Peluang bagi UMKM dorong cashless

Di sisi lain, pandemi diakui menjadi momentum untuk mengakselerasi cashless society, apalagi saat ini masih banyak masyarakat di Indonesia yang bergantung pada uang tunai. Salah satu yang paling banyak disoroti adalah segmen pelaku UMKM yang dinilai paling terdampak dari pandemi.

Bagi Jaygan, situasi ini menjadi peluang untuk mendorong penetrasi fitur QRIS di seluruh Indonesia melalui segmen UMKM, seperti merchant di pasar. Menurut data perusahaan, ada mitra merchant OVO dari segmen tersebut yang terdampak.

“Sebelum pandemi, kami memang acquire UMKM di Indonesia, misalnya dengan Pujasera. Karena banyak yang terdampak dari pandemi, kami coba convert merchant dari offline ke online dengan Tokopedia dan Grab supaya bisnis mereka tetap lanjut,” tuturnya. Kini ia melihat ada tren peningkatan penambahan pengguna di luar Jawa yang selama ini diidentifikasikan masih cash centric.

Sementara sebagaimana disebutkan di awal, ungkap Jimmi, pihaknya terus berupaya untuk mengakomodasi pinjaman kepada segmen UMKM, terutama pada merchant yang berjualan di platform e-commerce yang menjadi mitranya.

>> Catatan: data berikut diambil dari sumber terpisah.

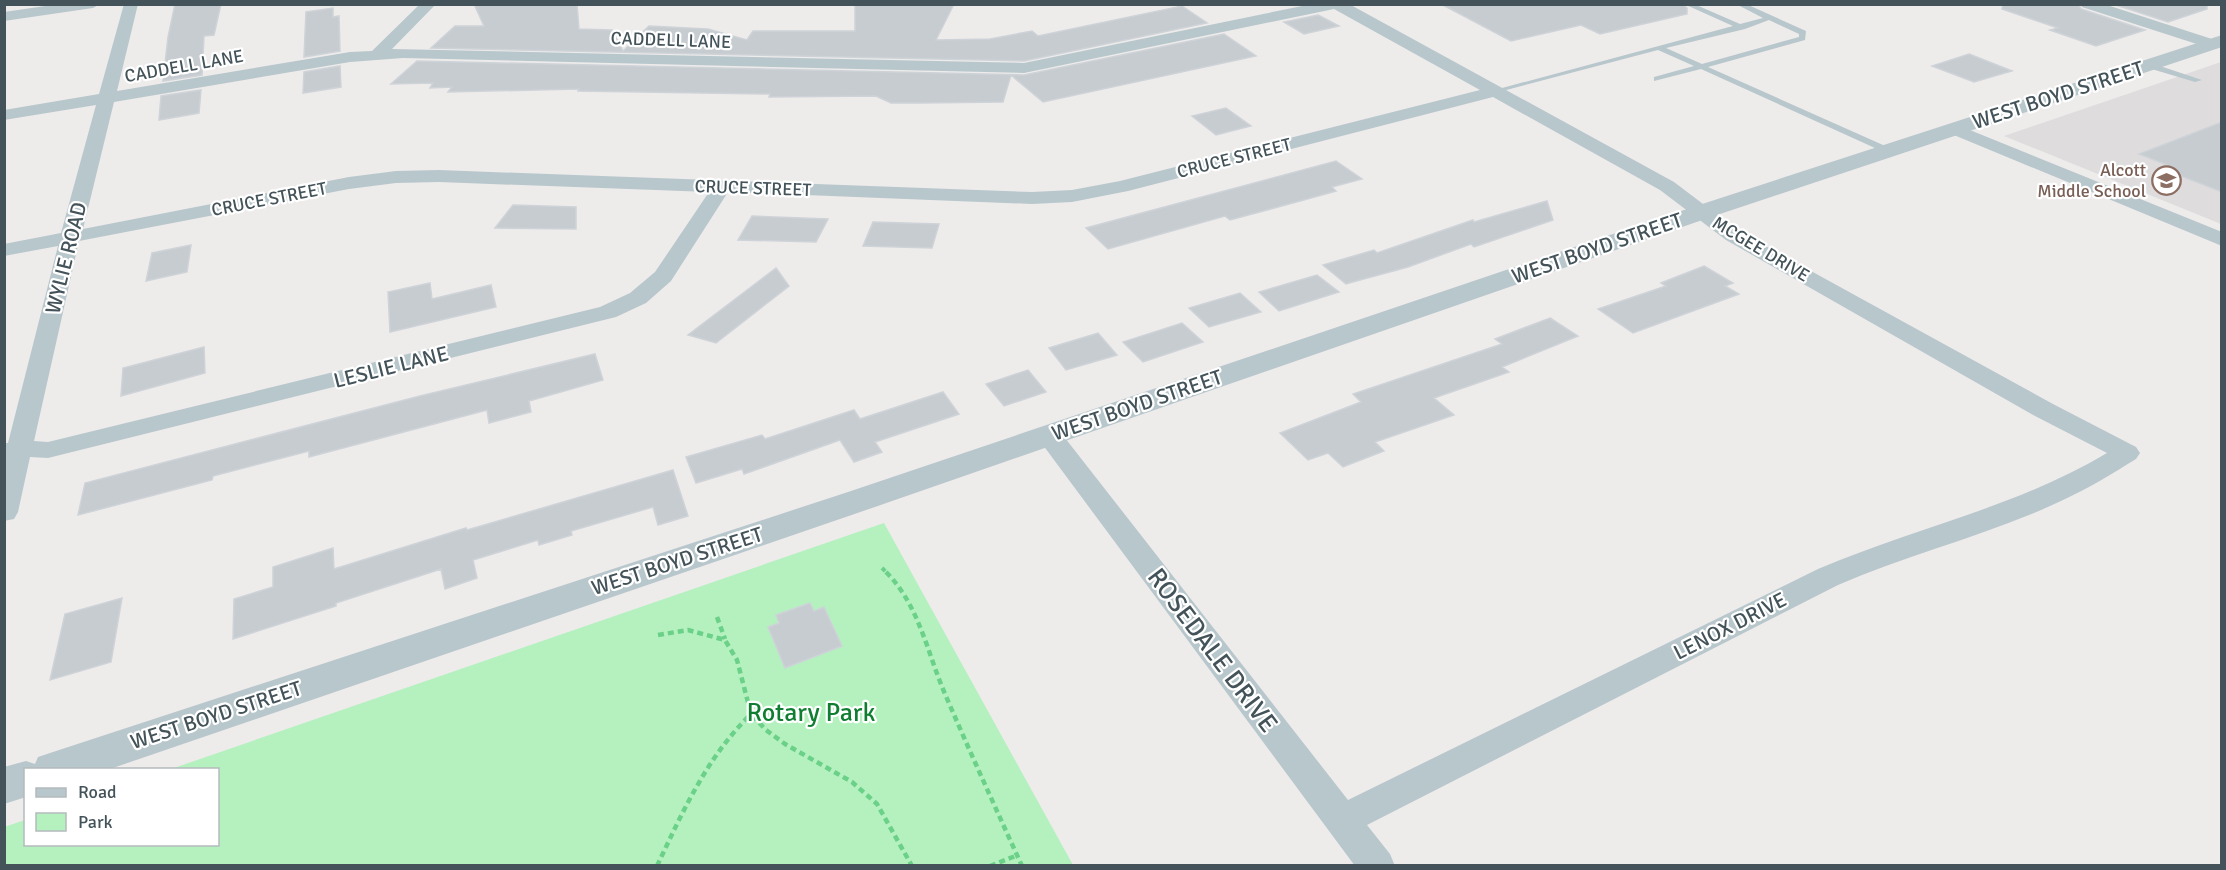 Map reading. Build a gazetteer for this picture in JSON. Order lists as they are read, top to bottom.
{
  "streets": {
    "street": [
      "CADDELL LANE",
      "WEST BOYD STREET",
      "CRUCE STREET",
      "MCGEE DRIVE",
      "WYLIE ROAD",
      "LESLIE LANE",
      "LENOX DRIVE",
      "ROSEDALE DRIVE"
    ]
  },
  "crossings": [
    ["CADDELL LANE", "MCGEE DRIVE"],
    ["CADDELL LANE", "WYLIE ROAD"],
    ["WEST BOYD STREET", "MCGEE DRIVE"],
    ["WEST BOYD STREET", "ROSEDALE DRIVE"],
    ["CRUCE STREET", "MCGEE DRIVE"],
    ["CRUCE STREET", "WYLIE ROAD"],
    ["CRUCE STREET", "LESLIE LANE"],
    ["MCGEE DRIVE", "LENOX DRIVE"],
    ["WYLIE ROAD", "LESLIE LANE"],
    ["LENOX DRIVE", "ROSEDALE DRIVE"]
  ],
  "parks": ["Rotary Park"],
  "places": {
    "school or university": ["Alcott Middle School"]
  },
  "legend": ["Road", "Park"]
}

“Pinjaman UMKM itu tidak besar berkisar Rp5-15 juta. Dengan KYC, algoritma, dan langkah mitigasi, kami coba mengakomodasi pinjaman mereka karena segmen ini kan tidak tersentuh bank,” jelasnya.

Resesi: tantangan atau peluang?

Secara personal, Jaygan menilai bahwa resesi akibat pandemi berkepanjangan menjadi semacam reality check dalam menjalankan bisnis. Ia mendapat pembelajaran untuk berpikir matang sebelum mengeksekusi sesuatu.

Menurutnya, ini dapat menjadi implikasi baik atau tidak di masa depan.
“Kalau tidak ada reality check, kami pasti spending begitu saja, belum tentu kami bisa come up dengan produk baru atau memikirkan segmen pasar baru,” tutur Jaygan.

Sementara Jimmi tidak melihat resesi ini sebagai tantangan brutal bagi pelaku fintech, melainkan momen pembelajaran untuk bisa mempertahankan bisnis. Terlebih, ungkapnya, Indonesia bukan baru sekali menghadapi situasi ini. Indonesia pernah mengalami krisis ekonomi di 1998 dan 2008.

“Definisi ekonomi itu sangat luas, tentu situasi ini dapat menjadi peluang untuk belajar karena kita pernah mengalami krisis sebelumnya.” Tambahnya.